> WHAT THE EXERCISE ASKS:
Return all lines of the data in which the string "Llah" occurs.

+ + + +

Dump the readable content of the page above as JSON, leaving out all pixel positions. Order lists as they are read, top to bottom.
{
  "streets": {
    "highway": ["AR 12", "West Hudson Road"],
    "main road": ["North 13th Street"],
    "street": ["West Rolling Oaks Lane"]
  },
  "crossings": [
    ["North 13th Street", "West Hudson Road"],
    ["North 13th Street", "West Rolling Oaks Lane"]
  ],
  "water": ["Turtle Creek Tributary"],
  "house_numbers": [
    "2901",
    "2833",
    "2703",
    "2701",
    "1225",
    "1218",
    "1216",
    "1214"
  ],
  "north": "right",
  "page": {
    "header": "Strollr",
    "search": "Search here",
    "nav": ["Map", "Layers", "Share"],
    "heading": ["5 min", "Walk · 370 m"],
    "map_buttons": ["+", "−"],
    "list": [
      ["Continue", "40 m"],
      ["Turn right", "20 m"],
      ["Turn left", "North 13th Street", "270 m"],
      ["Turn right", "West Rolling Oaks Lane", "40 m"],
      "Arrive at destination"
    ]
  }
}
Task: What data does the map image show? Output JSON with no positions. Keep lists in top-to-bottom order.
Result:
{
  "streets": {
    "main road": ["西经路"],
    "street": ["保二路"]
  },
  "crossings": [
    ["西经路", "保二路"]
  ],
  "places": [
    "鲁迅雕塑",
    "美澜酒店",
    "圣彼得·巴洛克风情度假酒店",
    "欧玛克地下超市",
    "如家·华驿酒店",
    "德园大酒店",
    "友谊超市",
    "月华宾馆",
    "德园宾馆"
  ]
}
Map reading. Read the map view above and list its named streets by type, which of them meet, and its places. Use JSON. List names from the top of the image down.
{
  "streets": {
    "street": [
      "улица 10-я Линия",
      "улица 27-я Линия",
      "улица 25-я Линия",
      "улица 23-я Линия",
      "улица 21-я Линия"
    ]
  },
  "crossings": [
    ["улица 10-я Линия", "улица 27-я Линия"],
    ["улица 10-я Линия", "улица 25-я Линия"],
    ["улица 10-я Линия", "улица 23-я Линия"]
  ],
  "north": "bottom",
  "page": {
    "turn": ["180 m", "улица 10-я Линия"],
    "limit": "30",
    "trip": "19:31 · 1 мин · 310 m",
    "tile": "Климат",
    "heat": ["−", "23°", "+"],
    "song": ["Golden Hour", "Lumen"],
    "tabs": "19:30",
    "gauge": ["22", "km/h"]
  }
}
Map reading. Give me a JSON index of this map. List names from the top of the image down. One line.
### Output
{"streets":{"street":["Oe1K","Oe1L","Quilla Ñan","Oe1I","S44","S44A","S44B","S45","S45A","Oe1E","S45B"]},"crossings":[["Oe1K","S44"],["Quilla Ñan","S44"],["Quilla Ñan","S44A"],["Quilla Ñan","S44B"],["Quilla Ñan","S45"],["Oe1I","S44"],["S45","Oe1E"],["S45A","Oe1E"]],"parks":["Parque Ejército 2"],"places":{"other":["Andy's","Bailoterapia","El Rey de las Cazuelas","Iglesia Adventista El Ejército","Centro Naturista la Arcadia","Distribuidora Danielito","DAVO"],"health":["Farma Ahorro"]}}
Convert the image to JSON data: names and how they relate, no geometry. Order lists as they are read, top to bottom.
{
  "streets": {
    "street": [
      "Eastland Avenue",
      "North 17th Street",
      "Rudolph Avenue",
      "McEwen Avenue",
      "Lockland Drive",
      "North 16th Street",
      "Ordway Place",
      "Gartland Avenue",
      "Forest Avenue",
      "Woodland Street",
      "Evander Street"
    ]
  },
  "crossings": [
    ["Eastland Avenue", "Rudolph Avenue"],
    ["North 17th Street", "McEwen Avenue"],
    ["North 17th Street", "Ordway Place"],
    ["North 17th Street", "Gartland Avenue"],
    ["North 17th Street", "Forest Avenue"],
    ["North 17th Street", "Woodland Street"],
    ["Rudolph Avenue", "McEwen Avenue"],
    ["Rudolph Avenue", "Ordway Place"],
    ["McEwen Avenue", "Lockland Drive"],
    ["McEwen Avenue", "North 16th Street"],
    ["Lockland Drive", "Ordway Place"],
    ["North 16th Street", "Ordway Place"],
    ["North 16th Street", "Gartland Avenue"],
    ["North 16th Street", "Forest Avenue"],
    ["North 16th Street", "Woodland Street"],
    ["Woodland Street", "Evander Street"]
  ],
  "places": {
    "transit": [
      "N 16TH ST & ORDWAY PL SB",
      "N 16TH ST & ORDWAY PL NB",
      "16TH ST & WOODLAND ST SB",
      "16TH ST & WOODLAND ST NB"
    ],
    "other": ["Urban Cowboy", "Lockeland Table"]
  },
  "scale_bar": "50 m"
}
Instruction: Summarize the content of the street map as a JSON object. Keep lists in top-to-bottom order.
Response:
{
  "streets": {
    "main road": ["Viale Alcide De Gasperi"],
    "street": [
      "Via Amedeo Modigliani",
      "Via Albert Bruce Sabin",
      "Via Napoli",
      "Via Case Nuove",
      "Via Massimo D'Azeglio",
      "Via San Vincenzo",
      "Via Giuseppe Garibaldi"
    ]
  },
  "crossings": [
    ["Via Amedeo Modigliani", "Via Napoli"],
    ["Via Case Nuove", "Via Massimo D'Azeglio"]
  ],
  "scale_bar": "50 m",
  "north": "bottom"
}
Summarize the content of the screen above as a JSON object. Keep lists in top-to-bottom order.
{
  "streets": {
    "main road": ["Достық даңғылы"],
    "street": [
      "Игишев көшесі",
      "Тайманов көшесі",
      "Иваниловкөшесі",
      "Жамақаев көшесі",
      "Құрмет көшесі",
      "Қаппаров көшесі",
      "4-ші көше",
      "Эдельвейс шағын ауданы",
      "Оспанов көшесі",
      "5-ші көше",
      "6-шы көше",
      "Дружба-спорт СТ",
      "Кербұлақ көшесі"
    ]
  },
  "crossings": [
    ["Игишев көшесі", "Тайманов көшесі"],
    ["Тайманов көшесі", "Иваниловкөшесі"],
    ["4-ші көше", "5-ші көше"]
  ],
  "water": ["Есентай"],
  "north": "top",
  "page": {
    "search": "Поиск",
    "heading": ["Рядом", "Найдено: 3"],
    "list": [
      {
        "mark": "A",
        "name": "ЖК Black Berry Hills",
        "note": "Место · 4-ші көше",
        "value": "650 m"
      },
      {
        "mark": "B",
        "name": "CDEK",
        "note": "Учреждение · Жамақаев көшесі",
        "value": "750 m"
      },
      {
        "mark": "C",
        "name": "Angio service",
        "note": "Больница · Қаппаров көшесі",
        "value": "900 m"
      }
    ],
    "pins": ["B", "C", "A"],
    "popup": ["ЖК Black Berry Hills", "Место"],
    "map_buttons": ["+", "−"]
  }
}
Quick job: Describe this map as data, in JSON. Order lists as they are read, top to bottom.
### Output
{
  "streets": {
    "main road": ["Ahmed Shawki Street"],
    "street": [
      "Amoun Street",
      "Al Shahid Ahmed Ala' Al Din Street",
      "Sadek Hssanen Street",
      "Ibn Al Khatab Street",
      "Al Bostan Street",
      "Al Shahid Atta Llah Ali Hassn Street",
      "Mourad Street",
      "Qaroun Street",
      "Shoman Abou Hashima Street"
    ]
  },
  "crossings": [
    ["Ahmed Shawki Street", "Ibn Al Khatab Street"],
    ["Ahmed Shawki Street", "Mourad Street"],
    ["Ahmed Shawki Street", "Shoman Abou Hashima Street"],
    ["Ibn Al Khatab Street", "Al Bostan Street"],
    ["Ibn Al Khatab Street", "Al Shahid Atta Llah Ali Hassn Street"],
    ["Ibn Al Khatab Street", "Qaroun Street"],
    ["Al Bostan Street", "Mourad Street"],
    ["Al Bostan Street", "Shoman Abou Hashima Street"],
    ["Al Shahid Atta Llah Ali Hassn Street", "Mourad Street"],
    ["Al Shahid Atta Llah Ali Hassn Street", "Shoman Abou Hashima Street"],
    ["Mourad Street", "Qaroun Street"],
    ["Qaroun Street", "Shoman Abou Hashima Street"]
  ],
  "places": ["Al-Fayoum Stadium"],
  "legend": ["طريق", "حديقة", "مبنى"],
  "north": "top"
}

+ + + +

> ANSWER BELOW:
      "Al Shahid Atta Llah Ali Hassn Street",
    ["Ibn Al Khatab Street", "Al Shahid Atta Llah Ali Hassn Street"],
    ["Al Shahid Atta Llah Ali Hassn Street", "Mourad Street"],
    ["Al Shahid Atta Llah Ali Hassn Street", "Shoman Abou Hashima Street"],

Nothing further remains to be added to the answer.